Second, this study found, through multiple logistic regression analysis, that history of other forms of cancer, in addition to smoking, is independent factors influencing the occurrence of bladder cancer. Smoking is a very important risk factor in case of bladder cancer [2], and the proportion of smokers in Korea is also very high [3]; therefore, we concluded that the possibility of other forms of cancer due to smoking must be taken into consideration, and we have investigated the proportion of patients with other cancers. If this proportion is not different between the two groups, the potential bias may actually be reduced by NOT using it as an independent variable, as you have mentioned. In reality, however, there was a significant difference between the two groups (11% in bladder cancer group vs. 2% in nonbladder cancer group, P<0.001), although the proportion itself was small.
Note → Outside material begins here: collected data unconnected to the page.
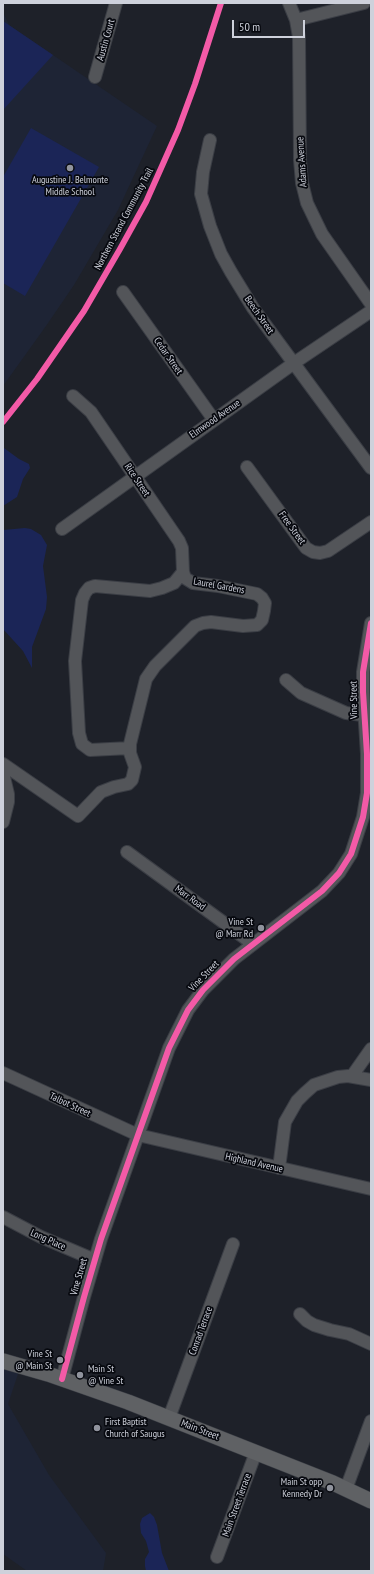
<!DOCTYPE html>
<html>
<head>
<meta charset="utf-8">
<style>
  body { margin:0 }
  #map { position:relative; width:374px; height:1574px; overflow:hidden; background:#1e2129; font-family:"PT Sans Narrow",sans-serif }
  canvas { display:block }
  .frame { position:absolute; inset:0; border:4px solid #ced1db; pointer-events:none }
  .scale { position:absolute; left:232px; top:20px; width:73px; height:18px; box-sizing:border-box; border:2px solid #ced1db; border-top:0; padding-left:5px; font-size:12px; line-height:14px; white-space:nowrap; color:#ced1db; -webkit-text-stroke:3px #07090f; paint-order:stroke }
</style>
</head>
<body>
<div id="map">
<canvas width="374" height="1574"></canvas>
<div class="frame"></div>
<div class="scale">50 m</div>
</div>
<script>
const c = document.querySelector('canvas').getContext('2d');
c.lineJoin = 'round';
function paint(path, color) {
  c.fillStyle = color;
  c.fill(path, 'evenodd');
}
function shape(rows) {
  const path = new Path2D();
  for (const r of rows) {
    path.moveTo(r[0], r[1]);
    for (let i = 2; i < r.length; i += 2) path.lineTo(r[i], r[i + 1]);
  }
  return path;
}
function stroke(path, color, width, dash) {
  c.strokeStyle = color;
  c.lineWidth = width;
  c.lineCap = dash ? 'butt' : 'round';
  c.setLineDash(dash || []);
  c.stroke(path);
}
function write(font, color, halo, rows, align = 'center') {
  c.font = font + ' "PT Sans Narrow",sans-serif';
  c.lineWidth = 3.5;
  c.setLineDash([]);
  c.textBaseline = 'middle';
  c.strokeStyle = halo;
  c.fillStyle = color;
  for (const [text, x, y, turn = 0] of rows) {
    c.save();
    c.translate(x, y);
    c.rotate((+turn || 0) * Math.PI / 180);
    c.textAlign = isNaN(turn) ? turn : align;
    if (halo) c.strokeText(text, 0, 0);
    c.fillText(text, 0, 0);
    c.restore();
  }
}
const built = shape([
  [3,12,9,25,157,126,118,210,74,285,46,326,3,386],
  [3,1365,19,1371,8,1404,49,1475,106,1553,103,1571,27,1571,3,1554]
]);
const green = shape([
  [3,21,53,55,3,110],
  [31,128,99,167,25,296,3,283,3,177],
  [4,448,19,459,29,464,30,468,23,479,17,497,3,506],
  [25,528,31,529,41,535,47,545,43,566,47,597,46,609,32,647,32,668,23,651,3,629,3,530],
  [150,1513,154,1517,157,1525,162,1553,169,1571,146,1571,145,1566,145,1559,149,1552,146,1541,141,1533,140,1524,142,1518]
]);
const minor = shape([
  [289,3,296,20,299,37,300,160,302,183,307,203,322,234,371,304],
  [296,20,364,3],
  [95,77,116,3],
  [210,140,203,172,201,194,210,226,221,254,231,272,253,308,371,468],
  [123,292,214,420],
  [247,467,306,548,313,552,320,553,328,551,371,522],
  [62,529,294,363,371,311],
  [286,680,301,693,346,713,363,715,369,713],
  [130,748,90,750,82,744,79,733,75,661,82,600,85,593,89,588,95,586,150,591,162,588,174,583,183,572],
  [3,764,78,816,101,792,114,787,128,784,132,780,135,767,130,753,130,744,146,679,155,666,195,626,203,623,211,622,243,626,257,625,262,620,264,611,265,603,262,598,257,594,218,586,193,583,185,578,183,572,182,548,179,541,91,412,73,396],
  [3,773,8,794,8,802,3,822],
  [127,852,253,944],
  [3,1073,138,1135,371,1189],
  [352,1076,371,1049],
  [279,1168,285,1122,297,1101,305,1093,314,1085,338,1077,348,1076,371,1080],
  [3,1217,41,1237,95,1260],
  [300,1314,307,1321,314,1325,330,1330,349,1334,371,1344],
  [62,1379,84,1297,101,1239,169,1048,188,1010,203,990,234,959,322,891,339,873,351,854,363,817,367,793,367,754,363,692,363,672,371,623],
  [169,1418,233,1244],
  [346,1489,371,1421],
  [217,1557,256,1452]
]);
const major = shape([
  [3,1361,48,1374,128,1402,333,1483,371,1501]
]);
const cycleway = shape([
  [3,422,37,379,84,311,120,249,146,202,178,130,195,84,221,3],
  [62,1379,84,1297,101,1239,169,1048,188,1010,203,990,234,959,322,891,339,873,351,854,363,817,367,793,367,754,363,692,363,672,371,623]
]);
const markers = [
  [70,168,4,"#90939d"],
  [261,928,4,"#90939d"],
  [60,1360,4,"#90939d"],
  [80,1375,4,"#90939d"],
  [97,1428,4,"#90939d"],
  [330,1488,4,"#90939d"]
];
const streetNames = [
  ["Austin Court",106,40,-74],
  ["Adams Avenue",302,162,-94],
  ["Northern Strand Community Trail",124,219,-62],
  ["Beech Street",259,315,55],
  ["Cedar Street",168,356,55],
  ["Elmwood Avenue",215,419,-35],
  ["Rice Street",137,480,56],
  ["Free Street",292,528,54],
  ["Laurel Gardens",219,586,10],
  ["Vine Street",354,700,-91],
  ["Marr Road",190,898,36],
  ["Vine Street",204,976,-46],
  ["Talbot Street",70,1105,25],
  ["Highland Avenue",254,1163,13],
  ["Long Place",48,1240,24],
  ["Vine Street",79,1277,-74],
  ["Conrad Terrace",201,1331,-70],
  ["Main Street",200,1430,21],
  ["Main Street Terrace",237,1505,-70]
];
const poiNames = [
  ["Augustine J. Belmonte",70,180,"center"],
  ["Middle School",70,192,"center"],
  ["Vine St",253,922],
  ["@ Marr Rd",253,934],
  ["Vine St",52,1354],
  ["@ Main St",52,1366],
  ["Main St",88,1369,"left"],
  ["@ Vine St",88,1381,"left"],
  ["First Baptist",105,1422,"left"],
  ["Church of Saugus",105,1434,"left"],
  ["Main St opp",322,1482],
  ["Kennedy Dr",322,1494]
];
paint(built, '#1e2435');
paint(green, '#1b2557');
stroke(minor, '#3b3e45', 14);
stroke(major, '#3b3e45', 16);
stroke(minor, '#535559', 12);
stroke(major, '#5f6164', 15);
stroke(cycleway, '#f35aa7', 6);
for (const [x, y, r, color] of markers) {
  const dot = new Path2D();
  dot.arc(x, y, r, 0, 2 * Math.PI);
  c.fillStyle = color;
  c.fill(dot);
  stroke(dot, '#07090f', 1.5);
}
write('10px', '#ced1db', '#07090f', streetNames);
write('10px', '#ced1db', '#07090f', poiNames, 'right');
</script>
</body>
</html>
It was of our opinion that this must clearly be addressed.
Overall, your comments have pinpointed the weaknesses of this study very well. Nonetheless, our intention was to state that numerous factors influencing the occurrence of the disease play into the association between pioglitazone and bladder cancer; the association is not simply associated with use of a pharmaceutical agent, and these numerous confounding factors must, be taken into consideration. We hope a more accurate, reliable investigation studying whether pioglitazone indeed affects the occurrence of bladder cancer can be performed through this effort. Thank you for taking interest in this study and for your thoughtful comments.

Notes

No potential conflict of interest relevant to this article was reported.

References

1. Kahn SE, Zinman B, Lachin JM, Haffner SM, Herman WH, Holman RR, Kravitz BG, Yu D, Heise MA, Aftring RP, Viberti G. Diabetes Outcome Progression Trial (ADOPT) Study Group. Rosiglitazone-associated fractures in type 2 diabetes: an Analysis from A Diabetes Outcome Progression Trial (ADOPT). Diabetes Care. 2008. 31:845–851.
2. Dowdy D. Tobacco smoking and bladder cancer. JAMA. 2011. 306:2216–2217.
3. World Health Organization. WHO report on the global tobacco epidemic, 2011: warning about the dangers of tobacco. 2011. Geneva: World Health Organization.